Les États généraux du film documentaire 2015 Tënk !

Tënk !


Soyons brefs à défaut d’être éloquents.
Deux enseignements marquent cette deuxième édition de la sélection « Tënk ! ». Le premier : cette sélection par la richesse des films montrés et son ampleur – quinze films issus de cinq rencontres Tënk de 2012/2013, Erevan, Saint-Laurent-du-Maroni, Tamatave, Lussas, Saint-Louis-du-Sénégal – a définitivement acquis sa place dans le paysage des États généraux. Une sélection qui marque, c’est tant mieux pour tous les jeunes auteurs et producteurs à qui l’on doit ces regards. Le deuxième enseignement, c’est que le pari de Lussas d’asseoir un rendez-vous de référence sans mettre les films en compétition mais plutôt en symphonie, comme autant d’échos de démarches et de formes qui se répondent, permet plus aisément de penser la programmation comme une mosaïque.
La première matinée démarre par le petit film-entretien qu’a réalisé Henri-François Imbert à Dakar avec le documentariste sénégalais Samba Felix Ndiaye, magnifique traduction du mot et de l’idée même de Tënk. On goûte l’élégance de Samba et au passage son sens aigu de la théâtralité. On ne t’oubliera jamais Samba ! Ensuite, trois essais qui échappent au champ des formes habituelles. Ils sont tous trois issus du Tënk de Lussas. Retour à Berlin d’Arnaud Lambert est un double voyage : géographique entre Berlin et Détroit, temporel entre l’après-guerre et aujourd’hui. Orchestré par la pensée de Jean-Michel Palmier, on est là face à un objet de cinéma qui déclenche d’emblée une distance poétique. Le filmage en travelling et l’utilisation d’une archive radio y sont pour beaucoup. Ce film ne s’évertue pas à documenter : il donne libre cours à la pensée.
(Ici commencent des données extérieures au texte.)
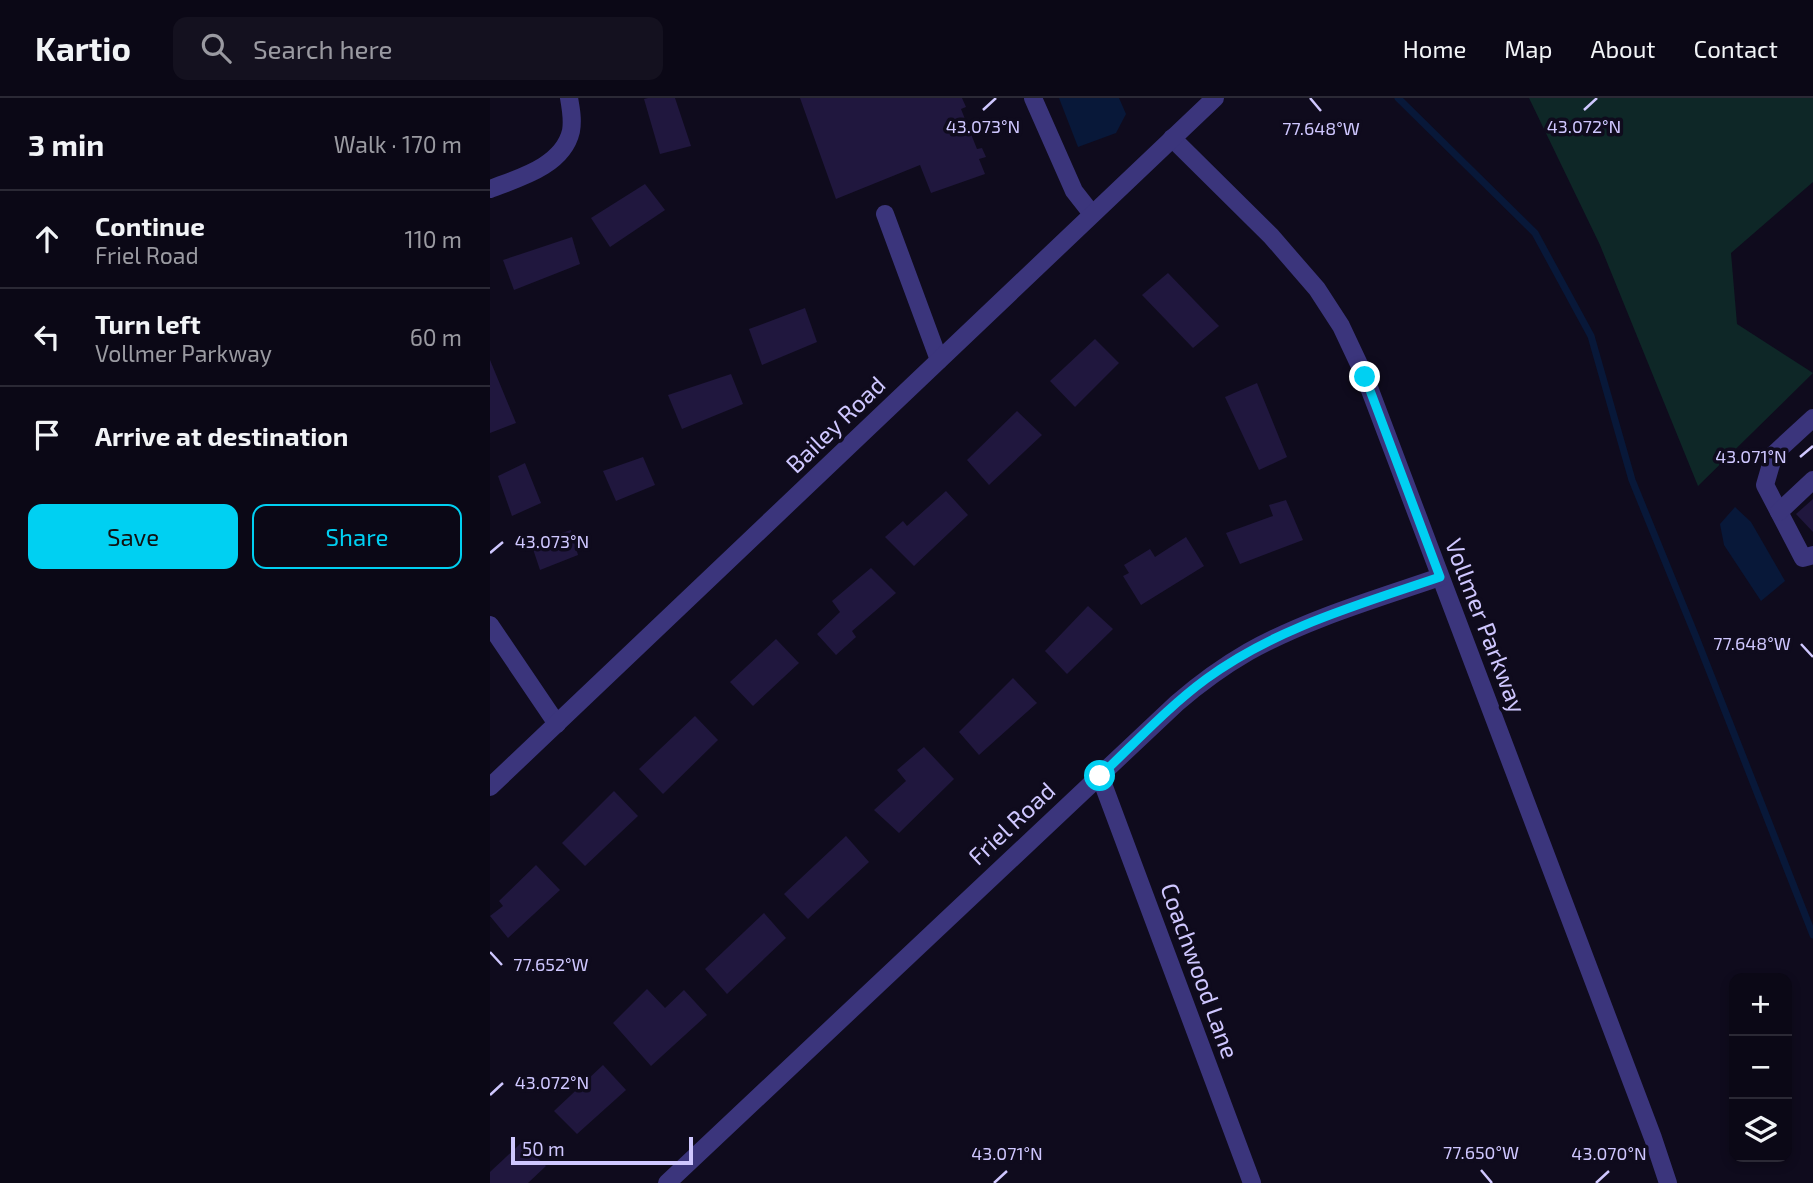 <!DOCTYPE html>
<html lang="en">
<head>
<meta charset="utf-8">
<style>
	body { margin:0; font-family:"Exo 2",sans-serif; background:#14111f; color:#f1f3f6 }
	.controls { position:absolute; right:21px; bottom:21px; display:grid; overflow:hidden; border-radius:14px; box-shadow:0 4px 10px #0003 }
	.controls button { width:63px; height:63px; display:grid; place-items:center; padding:0; border:0; border-bottom:2px solid #2b2935; background:#0b0816; color:#f1f3f6; font:35px sans-serif }
	.scale { position:absolute; left:21px; bottom:18px; width:182px; box-sizing:border-box; padding-left:7px; border:4px solid #cfc7ff; border-top:0; font-size:19px; line-height:24px; white-space:nowrap; color:#cfc7ff; -webkit-text-stroke:5px #0f0b1d; paint-order:stroke }
	.stop { position:absolute; width:21px; height:21px; margin:-16px; border:5px solid #00d0f2; border-radius:50%; background:#fff }
	.stop.end { background:#00d0f2; border-color:#fff; box-shadow:0 2px 7px #0008 }
	.list { margin:0; padding:0; list-style:none }
	h2 { display:flex; justify-content:space-between; align-items:center; height:91px; margin:0; padding:0 28px; font-size:30px }
	h2 small { font-size:23px; font-weight:400; color:#9a9aa1 }
	.list li { display:grid; grid-template-columns:46px 1fr auto; gap:21px; align-items:center; box-sizing:border-box; height:98px; padding:0 28px; border-top:2px solid #2b2935 }
	.list b { display:block; font-size:26px; white-space:nowrap }
	.list p { margin:0; font-size:23px; white-space:nowrap; color:#9a9aa1 }
	.list em { font-size:23px; font-style:normal; color:#9a9aa1 }
	.actions { display:flex; gap:14px; padding:21px 28px }
	.actions a { flex:1; padding:16px 0; border:2px solid #00d0f2; border-radius:14px; text-align:center; font-size:24px; color:#00d0f2 }
	.actions .main { background:#00d0f2; color:#111 }
	.icon { flex:none; width:38px; height:38px; fill:none; stroke:currentColor; stroke-width:2; stroke-linecap:round; stroke-linejoin:round }
	.map { position:relative; flex:none; width:1323px; height:1085px; overflow:hidden }
	header { display:flex; align-items:center; gap:42px; box-sizing:border-box; height:98px; padding:0 35px; background:#0b0816; border-bottom:2px solid #2b2935 }
	header strong { font-size:33px }
	nav { display:flex; gap:38px; margin-inline-start:auto; font-size:24px }
	.search { width:490px; height:63px; background:#14111f; display:flex; align-items:center; gap:18px; box-sizing:border-box; padding:0 24px; border-radius:14px; color:#9a9aa1; font-size:26px }
	main { display:flex }
	aside { flex:1; background:#0b0816 }
	.map>svg:first-child { display:block }
</style>
</head>
<body>
<header>
<strong>Kartio</strong>
<div class="search"><svg class="icon" aria-label="search" viewBox="0 0 24 24"><circle cx="10" cy="10" r="6"/><path d="M15 15l6 6"/></svg>Search here</div>
<nav><a>Home</a><a>Map</a><a>About</a><a>Contact</a></nav>
</header>
<main>
<aside>
<h2>3 min<small>Walk · 170 m</small></h2>
<ul class="list">
<li><svg class="icon" aria-label="ahead" viewBox="0 0 24 24"><path d="M12 20V5M6 11l6-6 6 6"/></svg><div><b>Continue</b><p>Friel Road</p></div><em>110 m</em></li>
<li><svg class="icon" aria-label="left" viewBox="0 0 24 24"><path d="M17 20v-9H6M10 6l-5 5 5 5"/></svg><div><b>Turn left</b><p>Vollmer Parkway</p></div><em>60 m</em></li>
<li><svg class="icon" aria-label="arrive" viewBox="0 0 24 24"><path d="M6 21V4h12l-3 4 3 4H6"/></svg><div><b>Arrive at destination</b></div></li>
</ul>
<div class="actions"><a class="main">Save</a><a>Share</a></div>
</aside>
<div class="map">
<svg width="1323" height="1085" viewBox="0 0 1323 1085">
	<rect width="100%" height="100%" fill="#0f0b1d"/>
	<path fill="#0e2727" d="M1039 0H1323V84L1241 155 1247 226 1323 275 1208 388 1110 147Z"/>
	<g fill="#081839">
		<path d="M569 0H629L636 16 626 35 588 49Z"/>
		<path d="M1245 409 1261 424 1295 483 1271 503 1234 447 1230 426Z"/>
	</g>
	<g fill="none" stroke-linecap="round" stroke-linejoin="round">
		<path stroke="#081839" stroke-width="7" d="M908 0 1045 135 1101 238 1142 382 1206 539 1323 837"/>
	</g>
	<g fill="#20173e">
		<path d="M158 0H185L201 48 170 56 154 1Z"/>
		<path d="M310 0H472L476 9 471 11 487 51 492 50 496 59 489 61 495 76 441 95 430 67 346 101Z"/>
		<path d="M155 86 175 112 120 149 101 120Z"/>
		<path d="M82 139 90 166 24 192 13 162Z"/>
		<path d="M678 175 729 228 703 250 652 197Z"/>
		<path d="M315 210 327 244 272 267 259 231Z"/>
		<path d="M605 241 629 265 585 309 560 283Z"/>
		<path d="M0 262 26 325 0 335Z"/>
		<path d="M241 276 253 306 192 331 178 297Z"/>
		<path d="M767 285 797 359 769 372 735 299Z"/>
		<path d="M527 313 552 337 499 387 477 362Z"/>
		<path d="M153 359 165 387 126 403 113 373Z"/>
		<path d="M35 365 51 405 22 418 8 378Z"/>
		<path d="M456 393 478 417 424 468 395 439 413 423 417 428Z"/>
		<path d="M1323 401V434L1306 416Z"/>
		<path d="M796 402 813 442 750 466 736 435 783 418 779 407Z"/>
		<path d="M81 432 88 457 50 472 41 445Z"/>
		<path d="M696 439 714 468 651 507 633 478 639 475 634 467 660 451 665 459Z"/>
		<path d="M381 470 406 495 362 533 366 539 346 557 327 536 350 514 342 503Z"/>
		<path d="M598 508 623 531 577 576 555 553Z"/>
		<path d="M286 541 309 565 263 608 240 584Z"/>
		<path d="M523 580 547 605 489 657 469 634Z"/>
		<path d="M205 618 228 642 173 696 149 671Z"/>
		<path d="M434 649 464 681 409 735 384 712 416 683 407 672Z"/>
		<path d="M124 693 148 718 95 768 72 745Z"/>
		<path d="M356 738 379 764 318 821 294 796Z"/>
		<path d="M46 767 70 792 18 840 0 818 13 808 9 803Z"/>
		<path d="M274 815 296 840 237 896 215 871Z"/>
		<path d="M157 891 175 910 194 892 217 917 161 968 123 925Z"/>
		<path d="M113 967 136 992 87 1036 64 1013Z"/>
		<path d="M31 1045 56 1068 38 1085H0V1074Z"/>
	</g>
	<g fill="none" stroke-linecap="round" stroke-linejoin="round">
		<g stroke="#3b357c" stroke-width="18">
			<path d="M543 0 584 93 602 116"/>
			<path d="M682 40 781 138 827 191 851 228 875 279 1163 1040 1178 1085"/>
			<path d="M0 91C29 80 73 68 81 33 83 22 81 11 79 0"/>
			<path d="M395 116 449 262"/>
			<path d="M1323 320 1284 356 1275 387 1313 460 1323 457"/>
			<path d="M1289 414 1323 382"/>
			<path d="M0 527 67 626"/>
			<path d="M610 678 762 1085"/>
			<path d="M0 689 725 0"/>
			<path d="M177 1085 687 605C709 586 732 569 758 554 817 521 886 501 950 479"/>
		</g>
	</g>
	<g fill="none" stroke-linecap="round" stroke-linejoin="round">
		<path stroke="#00d0f2" stroke-width="9" d="M610 678C645 645 678 609 716 581 785 530 871 506 950 479L875 279"/>
	</g>
	<path fill="none" stroke="#cfc7ff" stroke-width="2.5" d="M820 0 831 13M493 12 506 0M1094 12 1107 0M1310 359 1323 348M0 455 13 444M1311 546 1323 559M0 854 12 867M0 997 13 985M991 1072 1002 1085M504 1085 517 1073M1106 1085 1119 1073"/>
	<g text-anchor="middle" stroke-width="7" stroke-linejoin="round" paint-order="stroke">
		<g font-size="24" fill="#cfc7ff" stroke="#0f0b1d">
			<text transform="translate(346 327) rotate(-44)" y="8">Bailey Road</text>
			<text transform="translate(995 528) rotate(69)" y="8">Vollmer Parkway</text>
			<text transform="translate(522 726) rotate(-43)" y="8">Friel Road</text>
			<text transform="translate(709 873) rotate(70)" y="8">Coachwood Lane</text>
		</g>
	</g>
	<g font-size="18" text-anchor="middle" fill="#cfc7ff" stroke="#0f0b1d" stroke-width="7" stroke-linejoin="round" paint-order="stroke">
		<text x="493" y="35">43.073°N</text>
		<text x="1094" y="35">43.072°N</text>
		<text x="831" y="37">77.648°W</text>
		<text x="1261" y="365">43.071°N</text>
		<text x="62" y="450">43.073°N</text>
		<text x="1262" y="552">77.648°W</text>
		<text x="61" y="873">77.652°W</text>
		<text x="62" y="991">43.072°N</text>
		<text x="991" y="1061">77.650°W</text>
		<text x="517" y="1062">43.071°N</text>
		<text x="1119" y="1062">43.070°N</text>
	</g>
</svg>
<div class="controls">
<button>+</button>
<button>−</button>
<button><svg class="icon" aria-label="layers" viewBox="0 0 24 24"><path d="M12 4l9 5-9 5-9-5zM3 14l9 5 9-5"/></svg></button>
</div>
<div class="scale">50 m</div>
<div class="stop" style="left:610px;top:678px"></div>
<div class="stop end" style="left:875px;top:279px"></div>
</div>
</main>
</body>
</html>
Suspendu à la nuit d’Eva Tourrent nous plonge dans une dramaturgie du suspens. Le montage, qui privilégie la tension, et le filmage en immersion, de très près, créent des effets de fiction extrêmement puissants qui nous documentent sur le danger et les conditions de travail des pisteurs de station de ski. On est plongé dans l’expérience du travail et de la nuit comme rarement. Enfin, À l’écart de Victoria Darves-Bornoz, du pur cinéma direct, fondé sur l’immersion et un rapport juste à l’univers intérieur de l’unique personnage du film. C’est probablement là que se situe la partie la plus créative du film, tentative réussie de faire exister le temps de l’autre, ce temps si ralenti et si calqué sur celui de la nature et de ses saisons.
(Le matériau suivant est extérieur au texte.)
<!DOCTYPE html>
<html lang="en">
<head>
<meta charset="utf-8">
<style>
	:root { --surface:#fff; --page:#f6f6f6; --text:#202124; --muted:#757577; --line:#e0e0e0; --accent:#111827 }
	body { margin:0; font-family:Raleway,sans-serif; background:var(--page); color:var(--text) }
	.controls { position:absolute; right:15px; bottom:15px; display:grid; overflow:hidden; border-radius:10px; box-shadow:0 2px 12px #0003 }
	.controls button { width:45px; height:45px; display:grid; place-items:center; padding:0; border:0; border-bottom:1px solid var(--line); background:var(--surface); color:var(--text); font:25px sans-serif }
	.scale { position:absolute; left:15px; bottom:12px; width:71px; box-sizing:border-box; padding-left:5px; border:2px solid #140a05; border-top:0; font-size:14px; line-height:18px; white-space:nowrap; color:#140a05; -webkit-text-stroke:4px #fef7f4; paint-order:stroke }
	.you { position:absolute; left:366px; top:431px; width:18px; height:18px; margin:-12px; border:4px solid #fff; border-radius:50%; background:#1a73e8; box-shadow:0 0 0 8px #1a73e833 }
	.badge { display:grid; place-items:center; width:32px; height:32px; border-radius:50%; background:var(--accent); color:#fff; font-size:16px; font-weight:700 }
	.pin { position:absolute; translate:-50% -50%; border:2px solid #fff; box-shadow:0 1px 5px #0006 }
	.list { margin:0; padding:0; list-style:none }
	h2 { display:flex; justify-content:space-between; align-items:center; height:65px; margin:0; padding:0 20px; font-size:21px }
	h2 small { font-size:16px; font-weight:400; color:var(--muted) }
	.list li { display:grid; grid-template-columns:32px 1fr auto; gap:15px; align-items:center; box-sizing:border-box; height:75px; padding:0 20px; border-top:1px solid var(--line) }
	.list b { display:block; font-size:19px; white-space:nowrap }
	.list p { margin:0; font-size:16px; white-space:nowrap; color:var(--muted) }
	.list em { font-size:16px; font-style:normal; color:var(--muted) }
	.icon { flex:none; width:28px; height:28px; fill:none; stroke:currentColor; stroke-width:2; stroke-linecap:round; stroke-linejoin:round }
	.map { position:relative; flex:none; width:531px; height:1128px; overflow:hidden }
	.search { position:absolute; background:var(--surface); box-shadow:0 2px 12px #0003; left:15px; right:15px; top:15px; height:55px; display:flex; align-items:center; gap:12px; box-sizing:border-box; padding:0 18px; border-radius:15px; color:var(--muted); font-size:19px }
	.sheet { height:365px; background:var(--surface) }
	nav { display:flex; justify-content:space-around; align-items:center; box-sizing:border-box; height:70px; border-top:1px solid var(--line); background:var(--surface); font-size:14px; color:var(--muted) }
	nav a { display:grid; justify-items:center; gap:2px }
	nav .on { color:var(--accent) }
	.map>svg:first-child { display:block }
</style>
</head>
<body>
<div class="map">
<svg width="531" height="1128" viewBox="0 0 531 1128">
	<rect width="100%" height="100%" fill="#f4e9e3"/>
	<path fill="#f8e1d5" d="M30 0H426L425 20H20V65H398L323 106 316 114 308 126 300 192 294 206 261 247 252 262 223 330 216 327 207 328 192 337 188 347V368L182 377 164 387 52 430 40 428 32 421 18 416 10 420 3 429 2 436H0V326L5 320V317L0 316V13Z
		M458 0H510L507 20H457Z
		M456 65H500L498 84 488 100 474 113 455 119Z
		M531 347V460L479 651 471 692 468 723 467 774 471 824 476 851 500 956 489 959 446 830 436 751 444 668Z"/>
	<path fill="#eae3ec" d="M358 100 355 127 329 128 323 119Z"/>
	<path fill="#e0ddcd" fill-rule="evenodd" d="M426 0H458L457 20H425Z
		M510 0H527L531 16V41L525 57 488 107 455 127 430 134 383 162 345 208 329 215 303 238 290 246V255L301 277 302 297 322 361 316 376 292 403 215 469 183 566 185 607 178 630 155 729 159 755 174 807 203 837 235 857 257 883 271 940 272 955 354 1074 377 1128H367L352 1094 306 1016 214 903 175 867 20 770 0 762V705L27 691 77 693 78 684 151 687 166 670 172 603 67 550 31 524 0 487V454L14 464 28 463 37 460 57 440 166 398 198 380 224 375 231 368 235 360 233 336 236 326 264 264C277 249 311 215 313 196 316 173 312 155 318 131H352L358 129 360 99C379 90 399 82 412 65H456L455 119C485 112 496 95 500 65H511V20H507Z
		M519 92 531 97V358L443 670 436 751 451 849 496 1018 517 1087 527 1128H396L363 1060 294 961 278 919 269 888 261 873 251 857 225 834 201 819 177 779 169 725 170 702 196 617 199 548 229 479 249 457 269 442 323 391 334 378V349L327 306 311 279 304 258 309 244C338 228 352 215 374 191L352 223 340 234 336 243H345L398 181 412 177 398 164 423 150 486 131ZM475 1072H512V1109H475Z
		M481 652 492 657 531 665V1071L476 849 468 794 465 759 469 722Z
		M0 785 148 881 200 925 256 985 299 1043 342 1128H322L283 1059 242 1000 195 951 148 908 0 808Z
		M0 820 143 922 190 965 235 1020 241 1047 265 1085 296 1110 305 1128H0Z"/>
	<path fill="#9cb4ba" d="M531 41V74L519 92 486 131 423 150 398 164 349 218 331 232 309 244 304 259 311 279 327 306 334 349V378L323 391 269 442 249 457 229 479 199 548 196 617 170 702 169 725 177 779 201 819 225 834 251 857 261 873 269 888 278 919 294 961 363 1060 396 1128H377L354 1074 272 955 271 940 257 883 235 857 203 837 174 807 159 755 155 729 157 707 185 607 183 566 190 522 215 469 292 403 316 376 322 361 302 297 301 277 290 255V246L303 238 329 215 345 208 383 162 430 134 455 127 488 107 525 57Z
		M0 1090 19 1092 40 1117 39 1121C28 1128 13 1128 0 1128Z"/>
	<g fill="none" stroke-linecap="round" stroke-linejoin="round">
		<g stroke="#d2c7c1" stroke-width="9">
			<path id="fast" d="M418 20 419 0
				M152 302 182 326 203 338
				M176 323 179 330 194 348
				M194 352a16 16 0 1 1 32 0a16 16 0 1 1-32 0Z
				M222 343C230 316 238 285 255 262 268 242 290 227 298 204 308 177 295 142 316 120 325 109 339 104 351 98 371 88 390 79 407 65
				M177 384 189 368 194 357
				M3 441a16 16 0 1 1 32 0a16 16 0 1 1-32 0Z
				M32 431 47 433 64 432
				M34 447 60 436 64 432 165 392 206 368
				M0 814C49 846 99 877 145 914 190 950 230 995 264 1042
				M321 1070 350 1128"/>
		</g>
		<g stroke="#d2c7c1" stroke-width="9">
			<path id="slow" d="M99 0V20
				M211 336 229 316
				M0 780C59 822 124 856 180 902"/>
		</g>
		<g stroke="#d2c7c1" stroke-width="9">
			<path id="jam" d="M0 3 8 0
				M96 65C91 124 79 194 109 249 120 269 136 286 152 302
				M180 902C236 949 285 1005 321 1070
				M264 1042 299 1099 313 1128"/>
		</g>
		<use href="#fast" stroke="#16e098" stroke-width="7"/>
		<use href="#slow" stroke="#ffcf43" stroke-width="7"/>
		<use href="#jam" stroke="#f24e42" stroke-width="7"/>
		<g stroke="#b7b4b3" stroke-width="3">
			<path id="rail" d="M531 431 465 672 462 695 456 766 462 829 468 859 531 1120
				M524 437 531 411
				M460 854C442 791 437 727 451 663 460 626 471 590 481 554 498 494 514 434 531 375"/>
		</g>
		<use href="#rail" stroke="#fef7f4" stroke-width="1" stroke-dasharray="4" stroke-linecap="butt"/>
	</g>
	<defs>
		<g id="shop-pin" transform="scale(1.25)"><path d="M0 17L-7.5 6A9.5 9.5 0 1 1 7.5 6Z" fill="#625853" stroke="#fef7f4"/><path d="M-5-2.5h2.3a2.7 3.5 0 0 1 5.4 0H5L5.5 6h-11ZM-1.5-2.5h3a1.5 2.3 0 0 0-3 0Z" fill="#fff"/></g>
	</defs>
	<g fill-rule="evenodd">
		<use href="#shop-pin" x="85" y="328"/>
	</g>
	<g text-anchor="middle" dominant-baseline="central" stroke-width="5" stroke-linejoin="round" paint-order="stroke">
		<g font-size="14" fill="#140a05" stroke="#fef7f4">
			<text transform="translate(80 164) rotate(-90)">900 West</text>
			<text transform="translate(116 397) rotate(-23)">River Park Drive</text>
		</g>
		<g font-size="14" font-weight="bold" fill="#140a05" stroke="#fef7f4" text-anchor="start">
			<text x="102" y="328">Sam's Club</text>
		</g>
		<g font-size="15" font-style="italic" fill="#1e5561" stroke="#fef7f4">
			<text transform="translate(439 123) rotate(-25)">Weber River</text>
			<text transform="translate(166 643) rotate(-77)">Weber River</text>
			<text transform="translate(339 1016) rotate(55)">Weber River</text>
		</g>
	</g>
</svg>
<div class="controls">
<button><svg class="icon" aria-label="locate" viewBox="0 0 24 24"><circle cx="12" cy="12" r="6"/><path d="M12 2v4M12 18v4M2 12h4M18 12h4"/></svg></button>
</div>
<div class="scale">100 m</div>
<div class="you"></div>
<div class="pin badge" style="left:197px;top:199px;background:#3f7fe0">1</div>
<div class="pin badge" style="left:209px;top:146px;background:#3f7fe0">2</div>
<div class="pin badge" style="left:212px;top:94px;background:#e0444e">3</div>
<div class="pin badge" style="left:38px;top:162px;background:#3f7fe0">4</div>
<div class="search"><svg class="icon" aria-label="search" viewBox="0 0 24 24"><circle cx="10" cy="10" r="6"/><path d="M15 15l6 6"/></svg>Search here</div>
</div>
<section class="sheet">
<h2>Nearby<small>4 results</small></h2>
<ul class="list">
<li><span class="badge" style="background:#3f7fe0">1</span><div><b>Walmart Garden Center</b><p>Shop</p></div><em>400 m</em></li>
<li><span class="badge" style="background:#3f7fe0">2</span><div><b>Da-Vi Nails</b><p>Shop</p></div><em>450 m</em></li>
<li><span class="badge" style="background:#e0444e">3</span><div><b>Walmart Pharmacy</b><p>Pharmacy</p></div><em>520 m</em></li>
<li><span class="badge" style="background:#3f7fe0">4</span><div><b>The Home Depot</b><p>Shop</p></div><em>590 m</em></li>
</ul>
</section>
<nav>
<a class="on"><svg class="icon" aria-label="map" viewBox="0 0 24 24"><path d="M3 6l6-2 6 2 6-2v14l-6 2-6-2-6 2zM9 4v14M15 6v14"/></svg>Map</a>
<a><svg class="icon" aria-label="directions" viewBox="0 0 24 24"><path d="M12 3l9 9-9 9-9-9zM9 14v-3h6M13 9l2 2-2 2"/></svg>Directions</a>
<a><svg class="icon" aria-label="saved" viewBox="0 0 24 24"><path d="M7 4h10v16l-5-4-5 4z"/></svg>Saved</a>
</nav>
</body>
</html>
L’après-midi du vendredi peut paraître assez « casse-gueule ». En effet, sa thématique autour de la mort peut avoir au premier abord un effet repoussoir. Avec ces trois films réjouissants de diversité et de climat, on découvre comment chacune et chacun des auteurs sont travaillés personnellement, parfois tragiquement, par cette question de la finitude, mais surtout, il y a probablement là, en trois œuvres, la démonstration s’il en fallait une du lien qui existe entre origine culturelle et géographique et écriture cinématographique. Ainsi, dans le premier film, Notre amour a la couleur de la nuit de Galès Moncomble, on est dans une sorte de temps à deux, comme un ultime pacte d’amour où l’inexorable est là sans autre issue possible. Le film est à la fois un acte de création à deux, comme une sorte d’ultime accomplissement – Galès dit à Jacques : « Faisons de ta fin de vie une œuvre » – et dans le même temps, un acte de deuil qui prépare l’après. L’art documentaire dans toute sa puissance, art de l’imaginaire et du réel qui ritualise et permet ainsi de dépasser l’inacceptable. Dans Ma mort ne m’appartient pas de Charles Auguste Koutou, c’est le corps et le ton bonhomme du réalisateur qui marquent d’emblée. Le film n’est pas formellement novateur, mais le réalisateur n’hésite pas à se moquer de la mort en s’interrogeant sur la sienne, et ce ton fait le film. Dans Filme-moi ! de Lera Latipova, on est en plein tragique. La mort frappe ou menace partout dans sa vie. Alors qu’à cela ne tienne ! La réalisatrice, qui joue cash avec le spectateur comme avec elle-même, nous en montre l’absurde. Un voyage décalé entre un journal filmé à la manière des œuvres intimistes ou introspectives qui caractérisent tant depuis deux décennies le film documentaire, et des effets de mise en scène dont celle que propose dans « la vraie vie », à Novossibirsk, un business man de la mort aussi « perché » que notre réalisatrice. Voyage dans l’absurde en compagnie d’une cinéaste douée…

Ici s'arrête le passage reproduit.